I have a performance problem due to which I cannot lower my head. I am writing a Java application that parses huge (> 20 million lines) text files and stores certain information in a set. I measure performance in seconds per million rows. Since I need a lot of memory, I usually run the program with -Xmx6000m and -Xms4000m.
If I just run the program, it analyzes 1 million lines in 6 seconds. However, after some performance checks, I realized that if I add this code before the actual parsing procedure, the performance increases to less than 3 seconds per 1 million lines:
BufferedReader br = new BufferedReader(new FileReader("graphs.nt")); HashMap<String, String> foo = new HashMap<String, String>(); String line; while ((line = br.readLine()) != null){ foo.put(line, "foo"); } foo = null; br.close(); br = null;
The graphs.nt file is about 9 million lines long.
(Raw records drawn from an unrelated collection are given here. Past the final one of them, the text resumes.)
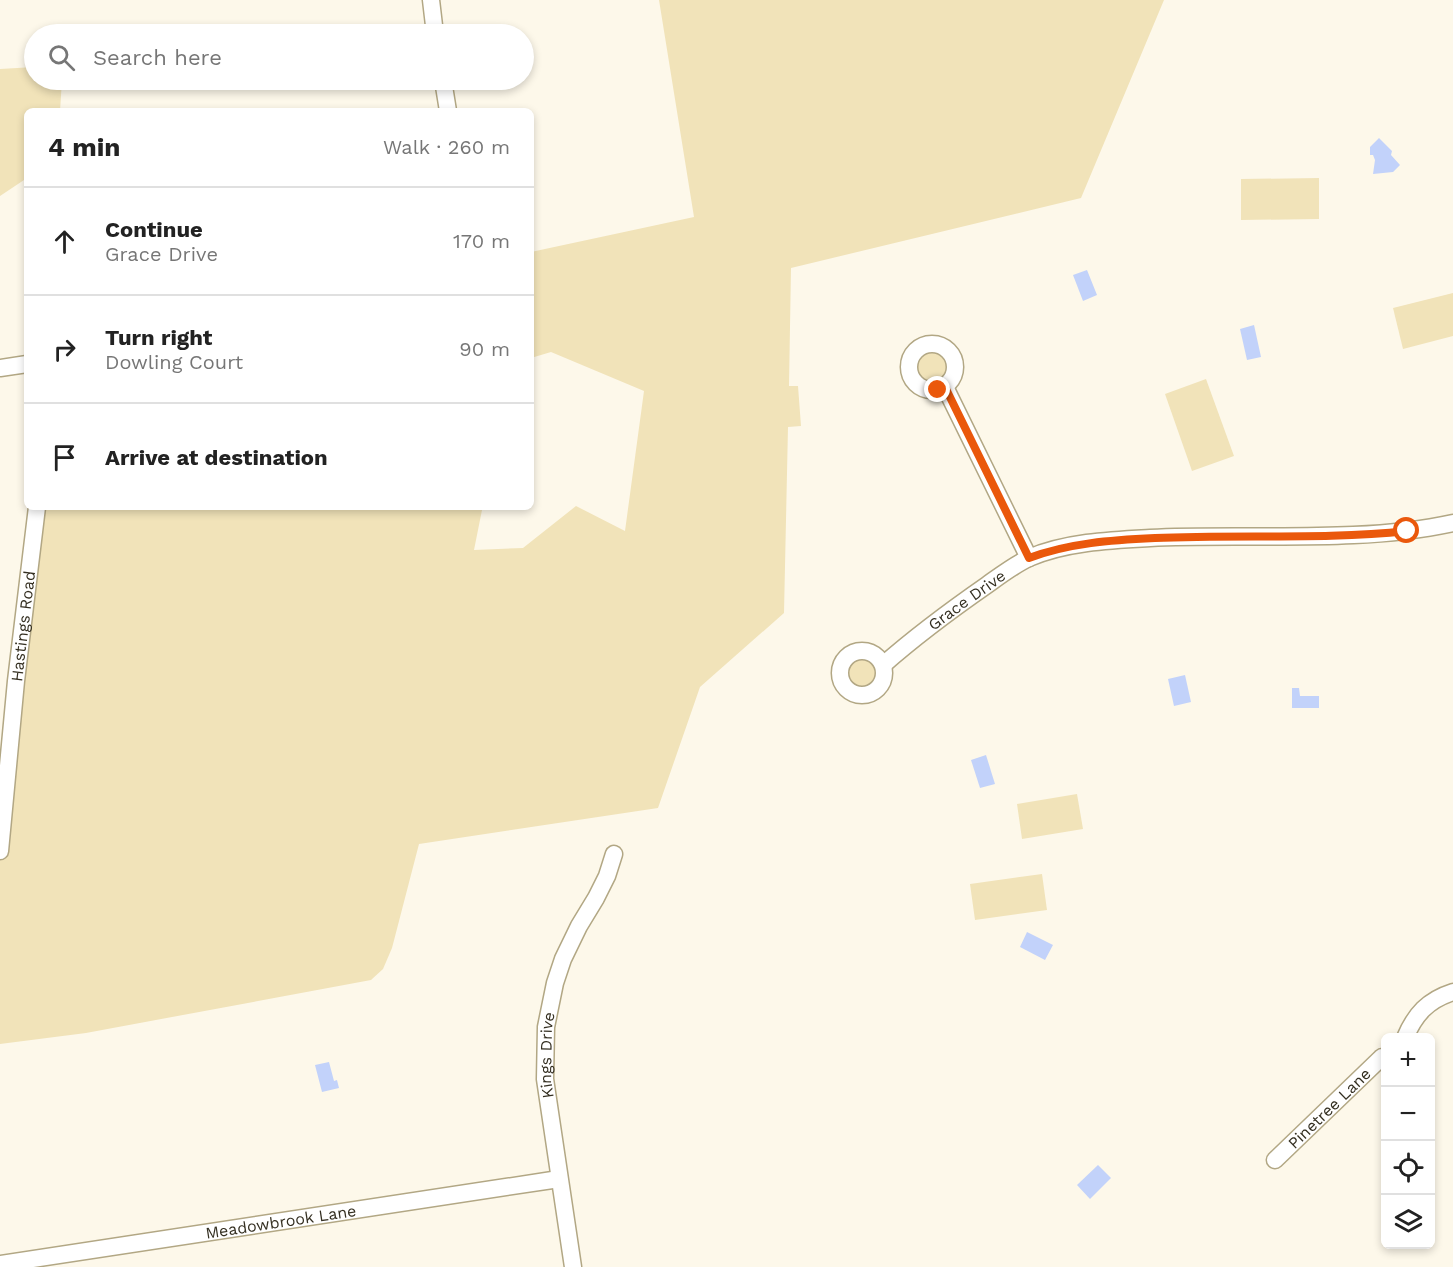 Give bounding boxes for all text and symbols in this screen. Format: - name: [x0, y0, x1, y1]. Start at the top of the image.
- search box: [24, 24, 534, 90]
- icon: search: [45, 41, 78, 74]
- text: Search here: [93, 45, 222, 70]
- text: 4 min: [48, 132, 120, 162]
- text: Walk · 260 m: [383, 135, 510, 159]
- text: Continue: [105, 217, 203, 242]
- icon: ahead: [48, 225, 81, 258]
- text: 170 m: [453, 229, 510, 253]
- text: Grace Drive: [105, 242, 218, 266]
- text: Turn right: [105, 325, 212, 350]
- icon: right: [48, 333, 81, 366]
- text: 90 m: [459, 337, 510, 361]
- text: Dowling Court: [105, 350, 243, 374]
- route end: [924, 376, 950, 402]
- icon: arrive: [48, 441, 81, 474]
- text: Arrive at destination: [105, 445, 328, 470]
- route start: [1393, 517, 1419, 543]
- street label: Grace Drive: [925, 566, 1009, 634]
- street label: Hastings Road: [7, 570, 39, 683]
- street label: Kings Drive: [536, 1010, 559, 1100]
- map controls: [1381, 1033, 1435, 1249]
- button: +: [1381, 1033, 1435, 1087]
- street label: Pinetree Lane: [1284, 1064, 1375, 1153]
- button: −: [1381, 1087, 1435, 1141]
- button: locate: [1381, 1141, 1435, 1195]
- button: layers: [1381, 1195, 1435, 1249]
- street label: Meadowbrook Lane: [204, 1201, 357, 1243]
The performance improvement is maintained even if I do not set foo to null, this basically demonstrates that the card is not actually used by the program.
The rest of the code is completely unrelated. I use the parser from openrdf sesame to read another (not the graphs.nt file) and save the extracted information in a new HashSet created by another object. In the rest of the code, I create a Parser object to which I pass the Handler Object .
It really bothers me. I guess this somehow makes the JVM allocate more memory for my program, and I can see the prompts when I run the top. Without a HashMap, it allocates about 1 GB of memory. If I initialize the HashMap, it will highlight> 2 Gigs.
My question is: if that sounds perfectly reasonable. Is it possible that creating such a large object will allocate more memory for subsequent program operation? Should -Xmx and -Xms control the allocation of memory, or are there additional arguments that might play a role here?
I know this may seem like a strange question and there is not enough information, but this is all the information that I found related to this problem. If there is additional information that may be useful, I am more than happy to provide it.